Co-counselling is another form where two people work together taking it in turns to be speaker and listener, avoiding the need for professional training or payment.

Heart and Soul’s Mentoring service is one example already in place where qualified people are offering support and supervision for those who give a lot to the Transition Movement, often voluntarily.

Trauma Training

It is widely recognised that trauma work is invaluable for those who have experienced severely disturbing events – as victims or witnesses. This may be a vital part the response where climate events cause displacement, or other shocks to our system leave people scarred.

Supporting parenting

“It takes a village to raise a child” is a well know phrase from the Dagara people of West Africa – and many parents trying to do the job on their own might well agree.

Faith Groups and Interfaith practices

Many faith groups are already actively engaging their members in thinking about environmental issues as well as how to support those in crisis or need. Finding ways to cooperate through coalitions and finding our common ground to meet the challenges ahead is already being modelled by many in established religions.

Meditation

Taking the space to “be” rather than “do”, to listen within and to sit – alone, with others or in nature – is known to be deeply relaxing and beneficial to health. Many types of meditation are practised and taught in the area.

Prayer, Worship and Contemplation

Each religious or spiritual tradition has its own method and words to describe the process of invoking or contemplating the divine, or what is beyond the human.

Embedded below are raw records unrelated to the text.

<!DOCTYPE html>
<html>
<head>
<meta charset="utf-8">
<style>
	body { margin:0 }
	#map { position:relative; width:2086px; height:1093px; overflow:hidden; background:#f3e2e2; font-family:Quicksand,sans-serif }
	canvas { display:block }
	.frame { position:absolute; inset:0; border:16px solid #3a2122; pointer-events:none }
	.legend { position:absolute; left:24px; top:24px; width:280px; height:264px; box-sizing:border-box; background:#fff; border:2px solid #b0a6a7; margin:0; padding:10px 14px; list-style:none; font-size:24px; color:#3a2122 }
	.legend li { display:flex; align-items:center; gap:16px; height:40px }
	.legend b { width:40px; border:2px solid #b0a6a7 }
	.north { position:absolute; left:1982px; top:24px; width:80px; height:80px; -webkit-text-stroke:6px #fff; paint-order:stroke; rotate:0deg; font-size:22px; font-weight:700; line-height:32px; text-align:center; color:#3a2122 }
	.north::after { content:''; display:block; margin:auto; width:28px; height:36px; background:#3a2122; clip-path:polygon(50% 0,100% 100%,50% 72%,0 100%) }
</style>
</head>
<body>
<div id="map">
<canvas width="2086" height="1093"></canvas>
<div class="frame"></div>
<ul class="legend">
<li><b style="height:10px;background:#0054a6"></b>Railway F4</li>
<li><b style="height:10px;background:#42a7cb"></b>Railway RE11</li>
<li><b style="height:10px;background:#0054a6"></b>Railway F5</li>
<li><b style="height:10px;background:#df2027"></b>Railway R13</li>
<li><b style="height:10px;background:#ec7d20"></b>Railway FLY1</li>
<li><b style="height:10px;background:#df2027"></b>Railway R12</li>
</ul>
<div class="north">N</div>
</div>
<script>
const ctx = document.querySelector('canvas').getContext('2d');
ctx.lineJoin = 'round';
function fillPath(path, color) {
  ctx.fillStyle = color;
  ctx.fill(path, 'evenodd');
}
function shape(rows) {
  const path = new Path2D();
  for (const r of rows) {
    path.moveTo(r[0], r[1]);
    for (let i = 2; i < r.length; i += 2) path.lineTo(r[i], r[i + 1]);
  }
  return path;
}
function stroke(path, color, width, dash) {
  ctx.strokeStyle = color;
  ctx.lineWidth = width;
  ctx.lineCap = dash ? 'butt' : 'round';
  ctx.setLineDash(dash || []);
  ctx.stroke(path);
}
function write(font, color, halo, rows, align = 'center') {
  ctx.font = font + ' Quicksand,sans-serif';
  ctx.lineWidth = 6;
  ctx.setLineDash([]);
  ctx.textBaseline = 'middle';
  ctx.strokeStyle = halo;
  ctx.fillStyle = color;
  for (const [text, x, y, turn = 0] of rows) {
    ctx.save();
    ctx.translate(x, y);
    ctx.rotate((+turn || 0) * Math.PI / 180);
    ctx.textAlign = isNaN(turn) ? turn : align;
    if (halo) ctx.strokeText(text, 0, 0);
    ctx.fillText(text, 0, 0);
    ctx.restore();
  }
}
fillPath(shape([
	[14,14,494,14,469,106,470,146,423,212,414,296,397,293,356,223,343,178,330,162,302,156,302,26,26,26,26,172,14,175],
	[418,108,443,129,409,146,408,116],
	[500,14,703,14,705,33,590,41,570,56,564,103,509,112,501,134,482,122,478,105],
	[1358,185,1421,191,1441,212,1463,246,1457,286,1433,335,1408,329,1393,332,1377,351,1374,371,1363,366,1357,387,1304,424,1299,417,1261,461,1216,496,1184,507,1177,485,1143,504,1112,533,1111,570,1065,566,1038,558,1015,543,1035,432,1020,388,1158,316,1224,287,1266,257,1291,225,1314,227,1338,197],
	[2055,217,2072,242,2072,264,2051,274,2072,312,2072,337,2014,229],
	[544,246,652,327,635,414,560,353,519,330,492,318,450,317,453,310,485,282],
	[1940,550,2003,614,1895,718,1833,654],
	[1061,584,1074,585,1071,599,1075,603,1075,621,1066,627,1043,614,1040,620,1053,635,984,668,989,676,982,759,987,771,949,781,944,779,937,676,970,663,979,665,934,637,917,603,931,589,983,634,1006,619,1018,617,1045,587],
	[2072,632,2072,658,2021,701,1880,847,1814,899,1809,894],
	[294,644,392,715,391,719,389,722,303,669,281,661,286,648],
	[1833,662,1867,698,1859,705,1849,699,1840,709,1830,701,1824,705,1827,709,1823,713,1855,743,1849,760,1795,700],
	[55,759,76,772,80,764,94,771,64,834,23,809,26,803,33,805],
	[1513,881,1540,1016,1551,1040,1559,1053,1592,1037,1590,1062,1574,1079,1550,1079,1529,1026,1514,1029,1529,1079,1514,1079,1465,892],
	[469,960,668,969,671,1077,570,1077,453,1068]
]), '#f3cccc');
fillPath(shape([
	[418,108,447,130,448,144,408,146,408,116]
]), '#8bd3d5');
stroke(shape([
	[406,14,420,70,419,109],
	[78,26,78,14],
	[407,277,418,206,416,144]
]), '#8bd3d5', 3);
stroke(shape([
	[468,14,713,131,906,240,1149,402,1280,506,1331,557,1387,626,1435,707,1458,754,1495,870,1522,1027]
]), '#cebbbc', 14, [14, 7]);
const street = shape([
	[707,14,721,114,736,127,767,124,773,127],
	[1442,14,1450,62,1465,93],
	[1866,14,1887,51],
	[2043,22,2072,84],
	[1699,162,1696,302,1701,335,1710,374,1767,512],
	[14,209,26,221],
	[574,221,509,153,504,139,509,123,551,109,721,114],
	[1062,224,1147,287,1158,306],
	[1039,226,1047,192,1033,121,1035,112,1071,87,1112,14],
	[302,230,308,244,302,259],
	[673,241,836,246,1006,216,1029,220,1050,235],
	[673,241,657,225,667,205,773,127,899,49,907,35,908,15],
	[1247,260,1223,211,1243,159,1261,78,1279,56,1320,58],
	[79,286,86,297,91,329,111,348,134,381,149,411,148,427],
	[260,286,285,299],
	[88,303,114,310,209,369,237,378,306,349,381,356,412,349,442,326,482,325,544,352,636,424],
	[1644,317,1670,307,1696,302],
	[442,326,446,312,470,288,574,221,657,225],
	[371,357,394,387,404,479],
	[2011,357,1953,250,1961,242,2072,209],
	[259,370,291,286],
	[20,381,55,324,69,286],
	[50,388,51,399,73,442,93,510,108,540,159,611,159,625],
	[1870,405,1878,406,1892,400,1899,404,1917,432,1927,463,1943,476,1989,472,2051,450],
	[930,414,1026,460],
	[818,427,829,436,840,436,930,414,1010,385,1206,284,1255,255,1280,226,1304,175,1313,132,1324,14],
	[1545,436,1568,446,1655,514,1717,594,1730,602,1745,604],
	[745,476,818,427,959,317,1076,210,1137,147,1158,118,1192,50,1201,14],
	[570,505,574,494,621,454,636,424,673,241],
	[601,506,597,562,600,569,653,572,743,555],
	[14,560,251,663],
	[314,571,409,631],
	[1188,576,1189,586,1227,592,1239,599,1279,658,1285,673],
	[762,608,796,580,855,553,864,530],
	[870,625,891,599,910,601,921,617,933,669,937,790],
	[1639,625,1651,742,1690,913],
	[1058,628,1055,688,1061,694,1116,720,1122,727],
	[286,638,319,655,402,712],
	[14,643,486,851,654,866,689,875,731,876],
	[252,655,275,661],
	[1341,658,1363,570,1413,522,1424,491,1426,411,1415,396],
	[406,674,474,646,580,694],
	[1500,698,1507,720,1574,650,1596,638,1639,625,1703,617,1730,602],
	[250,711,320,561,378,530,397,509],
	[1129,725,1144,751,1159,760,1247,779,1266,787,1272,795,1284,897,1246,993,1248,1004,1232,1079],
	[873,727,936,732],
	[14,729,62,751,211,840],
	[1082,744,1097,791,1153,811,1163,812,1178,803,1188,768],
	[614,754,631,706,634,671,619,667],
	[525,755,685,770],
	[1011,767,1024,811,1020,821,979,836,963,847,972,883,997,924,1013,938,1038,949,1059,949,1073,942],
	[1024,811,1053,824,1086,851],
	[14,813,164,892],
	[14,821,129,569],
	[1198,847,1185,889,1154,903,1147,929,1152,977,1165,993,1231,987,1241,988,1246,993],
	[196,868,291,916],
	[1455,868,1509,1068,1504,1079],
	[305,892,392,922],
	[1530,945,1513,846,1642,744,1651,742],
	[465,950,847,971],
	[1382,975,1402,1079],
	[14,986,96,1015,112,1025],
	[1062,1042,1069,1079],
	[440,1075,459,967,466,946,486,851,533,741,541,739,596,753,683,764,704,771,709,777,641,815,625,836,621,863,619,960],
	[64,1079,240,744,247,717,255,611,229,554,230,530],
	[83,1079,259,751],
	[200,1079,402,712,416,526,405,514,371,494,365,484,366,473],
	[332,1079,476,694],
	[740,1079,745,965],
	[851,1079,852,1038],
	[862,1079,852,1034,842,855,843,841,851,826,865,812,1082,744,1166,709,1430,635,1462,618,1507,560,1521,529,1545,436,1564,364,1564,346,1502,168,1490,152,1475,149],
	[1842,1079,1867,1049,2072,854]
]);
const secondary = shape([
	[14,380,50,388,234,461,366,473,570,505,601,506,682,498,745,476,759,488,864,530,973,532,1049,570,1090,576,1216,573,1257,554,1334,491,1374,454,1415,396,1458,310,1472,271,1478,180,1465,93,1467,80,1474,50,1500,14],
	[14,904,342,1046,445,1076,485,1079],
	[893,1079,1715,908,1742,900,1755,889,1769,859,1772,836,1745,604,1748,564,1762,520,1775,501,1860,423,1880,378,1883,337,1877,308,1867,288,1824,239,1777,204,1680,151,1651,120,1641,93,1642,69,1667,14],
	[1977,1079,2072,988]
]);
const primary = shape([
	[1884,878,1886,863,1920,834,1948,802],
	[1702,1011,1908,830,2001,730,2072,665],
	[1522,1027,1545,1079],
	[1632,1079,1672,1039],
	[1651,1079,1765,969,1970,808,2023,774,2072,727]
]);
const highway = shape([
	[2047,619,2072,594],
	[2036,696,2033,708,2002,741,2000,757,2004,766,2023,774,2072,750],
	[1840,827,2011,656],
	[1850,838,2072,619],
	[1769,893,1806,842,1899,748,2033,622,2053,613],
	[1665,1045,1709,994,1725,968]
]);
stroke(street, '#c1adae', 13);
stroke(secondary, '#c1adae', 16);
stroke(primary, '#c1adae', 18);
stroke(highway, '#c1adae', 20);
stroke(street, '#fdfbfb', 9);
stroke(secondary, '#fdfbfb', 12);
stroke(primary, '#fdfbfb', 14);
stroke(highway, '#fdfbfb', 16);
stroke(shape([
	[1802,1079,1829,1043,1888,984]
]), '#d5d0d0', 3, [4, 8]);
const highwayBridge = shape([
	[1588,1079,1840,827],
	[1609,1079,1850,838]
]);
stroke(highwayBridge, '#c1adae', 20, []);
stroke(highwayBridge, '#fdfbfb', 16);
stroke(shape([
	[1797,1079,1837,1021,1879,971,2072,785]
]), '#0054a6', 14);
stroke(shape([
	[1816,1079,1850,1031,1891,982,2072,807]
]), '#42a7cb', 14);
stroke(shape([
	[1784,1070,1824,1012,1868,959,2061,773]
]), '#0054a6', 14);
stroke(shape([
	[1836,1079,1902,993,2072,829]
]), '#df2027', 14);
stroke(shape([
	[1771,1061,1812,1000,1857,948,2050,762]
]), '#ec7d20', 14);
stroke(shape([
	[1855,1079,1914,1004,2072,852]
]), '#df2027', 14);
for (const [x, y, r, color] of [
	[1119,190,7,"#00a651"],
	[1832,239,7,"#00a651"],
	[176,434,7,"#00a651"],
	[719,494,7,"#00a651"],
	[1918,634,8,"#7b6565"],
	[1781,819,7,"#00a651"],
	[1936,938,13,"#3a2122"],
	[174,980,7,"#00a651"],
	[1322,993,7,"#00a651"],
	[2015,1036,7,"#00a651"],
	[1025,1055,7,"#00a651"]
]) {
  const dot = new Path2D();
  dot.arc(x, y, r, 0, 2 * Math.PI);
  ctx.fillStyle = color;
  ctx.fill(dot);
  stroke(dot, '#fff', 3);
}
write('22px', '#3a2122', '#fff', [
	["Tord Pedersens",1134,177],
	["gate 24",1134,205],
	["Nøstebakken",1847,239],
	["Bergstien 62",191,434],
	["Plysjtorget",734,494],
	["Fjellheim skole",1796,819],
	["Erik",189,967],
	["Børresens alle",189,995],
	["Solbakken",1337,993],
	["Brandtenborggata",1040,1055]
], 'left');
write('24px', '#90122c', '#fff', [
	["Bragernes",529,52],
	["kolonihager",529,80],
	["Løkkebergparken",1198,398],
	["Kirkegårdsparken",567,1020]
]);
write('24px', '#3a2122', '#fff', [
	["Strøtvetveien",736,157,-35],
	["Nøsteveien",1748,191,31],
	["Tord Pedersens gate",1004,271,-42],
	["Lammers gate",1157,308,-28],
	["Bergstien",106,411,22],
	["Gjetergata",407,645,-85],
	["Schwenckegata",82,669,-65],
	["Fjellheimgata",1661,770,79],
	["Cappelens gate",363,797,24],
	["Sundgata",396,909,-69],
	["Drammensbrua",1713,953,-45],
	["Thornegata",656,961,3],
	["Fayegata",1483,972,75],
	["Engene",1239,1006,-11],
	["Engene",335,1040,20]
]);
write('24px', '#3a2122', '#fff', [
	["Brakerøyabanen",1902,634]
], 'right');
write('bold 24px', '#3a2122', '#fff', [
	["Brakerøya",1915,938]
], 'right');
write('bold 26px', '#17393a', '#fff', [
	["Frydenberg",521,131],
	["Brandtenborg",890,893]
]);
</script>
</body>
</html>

One comment on “Tools and Practices That Support Inner Transition”

  1. Adrienne

    For the ‘inner’ aspect of peoples lives to support truely connected and authentic living we need to be able to experience our experience and feel really connected.

    We are to some extent creating models out of structures of a very dualistic nature. Understandable. There is the belief that if we do more, engineer our way into this new ‘system’ then we’ll get there. But it is the ‘trying’ and ‘striving’ process itself which is the addiction we have. To be ‘out there’ and ‘getting somewhere’ when all this is ultimately what got man into the trouble we are in.

    The really difficult emotion that drives things like competition, comsumption, insensitivity to ourselves and others is fear. Fear doesn’t go away though by ‘doing’ something about it. Fear attaches itself in so many ways ans sustains itself. It is at the route of our striving, competitive and aggressive way of life. When we are in the grip of it unconsciously we can’t rest, can’t feel and we don’t believe that any other way of being exists. So we replace our experience and awareness with compensatory and temporary sense of freedom from fear through ‘doing’ and ‘getting’ in all it’s forms. It does transform when we analyse it, reproduce it artificially or punch something hard.

    Because fear is hard-wired into us physiologically we can only realise a different state when we learn to relax. So there’s learning to relax physically. That means ‘tolerating’ being relaxed and making it our priority. This is because we will be forever striving for the freedom to ‘be’ in the outer world if we do not feel inner freedom to be on the inside. Outer freedom gives us a limited ‘fix’ of inner relaxation and ‘oneness’ until it’s over. So we get addicted and have to ‘have’ more. TV, holidays, love, sex, attention off others. Our personalities are the software in search of the switch to take away the inner tension and fear and return to peace, or freedom.

    I’m writing all this here because it really does scare me that there’s not a lot of time if future generations are to have any hope of a reasonable life.